La mayor parte de este largo ensayo de ensayos recoge las investigaciones de otros autores de distintas disciplinas como Jonathan Haidt, Jonathan Rauch, Justin Tosi, Brandon Warmke, John McWhorter, Kurt Gray o Tom Holland, por nombrar a algunos de entre una larguísima lista. Hay pocas aportaciones originales del autor, pero la forma de relacionar los extractos elegidos y la claridad de su análisis logran que el conjunto resulte de mayor valor que la suma de las partes. Algunas de las obras que analiza las había leído con anterioridad. Otras las compré mientras leía a Pablo Malo sobre ellas, tal es la curiosidad que despertaron en mí. 
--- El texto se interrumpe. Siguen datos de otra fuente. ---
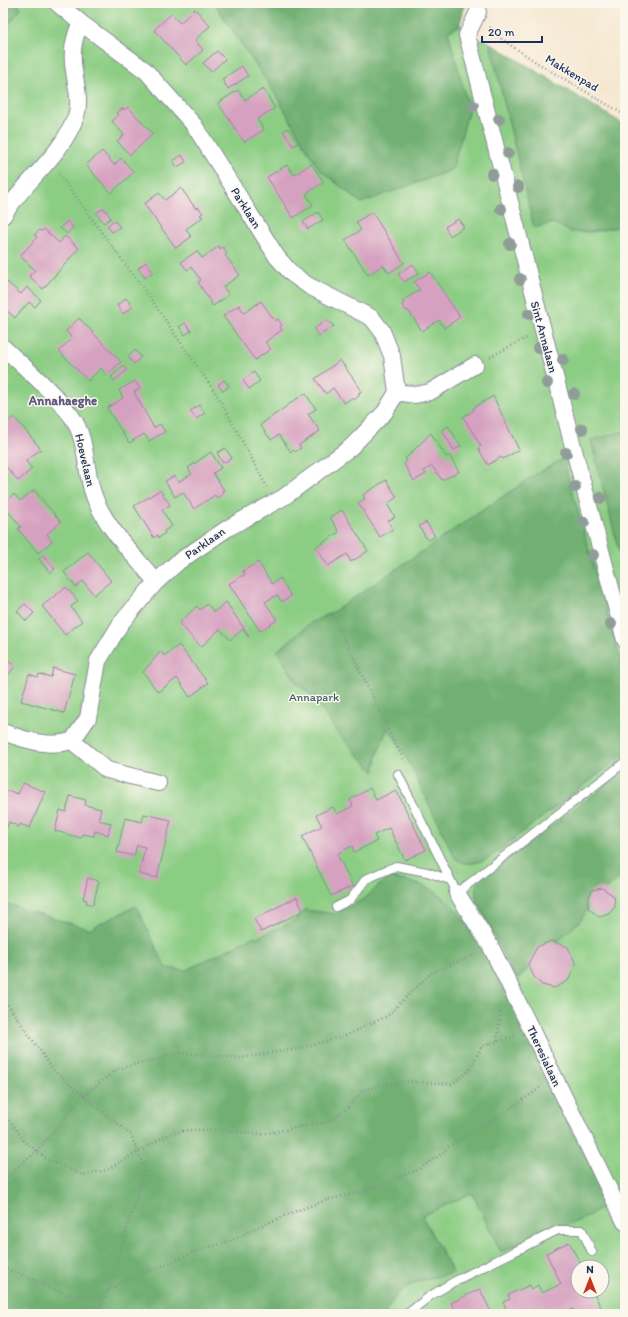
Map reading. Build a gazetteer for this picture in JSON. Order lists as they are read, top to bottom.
{
  "streets": {
    "street": [
      "Parklaan",
      "Sint Annalaan",
      "Hoevelaan",
      "Theresialaan"
    ],
    "path": ["Makkenpad"]
  },
  "crossings": [
    ["Makkenpad", "Sint Annalaan"],
    ["Parklaan", "Hoevelaan"]
  ],
  "districts": ["Annahaeghe"],
  "parks": ["Annapark"],
  "scale_bar": "20 m",
  "north": "top"
}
Solo voy a referirme a un par de ideas que, por su incidencia en asuntos que me atraen profundamente desde hace años, me tienen absorta. Ángulos que desconocía y que abren nuevas vías de comprensión. También me gustaría hacer una recomendación al lector interesado en los temas que el autor trata: deje sus prejuicios en la puerta. No ceda a la tentación de pensar que porque los últimos, y magníficos, capítulos del libro versan sobre la ideología de la Justicia Social Crítica, el autor está tomando partido por una estructura normativa moral concreta. No desprecie la exigencia de honestidad intelectual a la que Malo nos invita.

La primera razón por la que celebro haber leído este libro son las estupendas citas con las que inicia cada capítulo. Esta es de Alexander Solzhenitsyn: “Para hacer el mal, el ser humano debe, en primer lugar, creer que lo que está haciendo es bueno”. Esta otra es de Asimov: “Nunca dejes que tu sentido de la moral interfiera con hacer lo que es correcto”. También encontramos a Adam Smith: “La virtud es más de temer que el vicio, porque sus excesos no están sujetos a la regulación de la conciencia”. Y por último una que me afectó especialmente: “Estamos viviendo en medio de un Despertar americano, sin Dios y sin perdón”. Es de Joshua Mitchell.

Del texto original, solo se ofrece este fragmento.